# LISTED ENTRIES
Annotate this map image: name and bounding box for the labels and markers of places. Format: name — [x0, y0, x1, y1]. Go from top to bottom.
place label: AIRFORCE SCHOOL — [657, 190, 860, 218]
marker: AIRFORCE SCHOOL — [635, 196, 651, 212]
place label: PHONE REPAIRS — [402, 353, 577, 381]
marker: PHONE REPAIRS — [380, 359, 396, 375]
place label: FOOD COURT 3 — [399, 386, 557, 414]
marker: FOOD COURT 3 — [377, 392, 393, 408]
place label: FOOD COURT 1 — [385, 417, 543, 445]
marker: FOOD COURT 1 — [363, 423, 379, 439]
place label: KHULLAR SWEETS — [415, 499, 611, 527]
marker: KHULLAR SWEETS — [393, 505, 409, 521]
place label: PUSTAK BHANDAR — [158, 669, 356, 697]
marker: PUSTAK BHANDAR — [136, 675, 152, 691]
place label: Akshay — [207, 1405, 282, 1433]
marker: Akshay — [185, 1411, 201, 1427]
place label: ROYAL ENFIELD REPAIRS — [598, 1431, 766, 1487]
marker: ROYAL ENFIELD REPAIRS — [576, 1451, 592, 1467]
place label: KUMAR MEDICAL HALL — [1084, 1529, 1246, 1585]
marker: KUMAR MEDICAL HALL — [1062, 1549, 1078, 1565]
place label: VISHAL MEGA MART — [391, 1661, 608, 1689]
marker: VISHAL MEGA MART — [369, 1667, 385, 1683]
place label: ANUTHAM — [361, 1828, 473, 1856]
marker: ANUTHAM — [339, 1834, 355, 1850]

# AIM OF THE TASK
Repeat the lines above with every word intact.

# RESPONSE
Annotate this map image: name and bounding box for the labels and markers of places. Format: name — [x0, y0, x1, y1]. Go from top to bottom.
place label: AIRFORCE SCHOOL — [657, 190, 860, 218]
marker: AIRFORCE SCHOOL — [635, 196, 651, 212]
place label: PHONE REPAIRS — [402, 353, 577, 381]
marker: PHONE REPAIRS — [380, 359, 396, 375]
place label: FOOD COURT 3 — [399, 386, 557, 414]
marker: FOOD COURT 3 — [377, 392, 393, 408]
place label: FOOD COURT 1 — [385, 417, 543, 445]
marker: FOOD COURT 1 — [363, 423, 379, 439]
place label: KHULLAR SWEETS — [415, 499, 611, 527]
marker: KHULLAR SWEETS — [393, 505, 409, 521]
place label: PUSTAK BHANDAR — [158, 669, 356, 697]
marker: PUSTAK BHANDAR — [136, 675, 152, 691]
place label: Akshay — [207, 1405, 282, 1433]
marker: Akshay — [185, 1411, 201, 1427]
place label: ROYAL ENFIELD REPAIRS — [598, 1431, 766, 1487]
marker: ROYAL ENFIELD REPAIRS — [576, 1451, 592, 1467]
place label: KUMAR MEDICAL HALL — [1084, 1529, 1246, 1585]
marker: KUMAR MEDICAL HALL — [1062, 1549, 1078, 1565]
place label: VISHAL MEGA MART — [391, 1661, 608, 1689]
marker: VISHAL MEGA MART — [369, 1667, 385, 1683]
place label: ANUTHAM — [361, 1828, 473, 1856]
marker: ANUTHAM — [339, 1834, 355, 1850]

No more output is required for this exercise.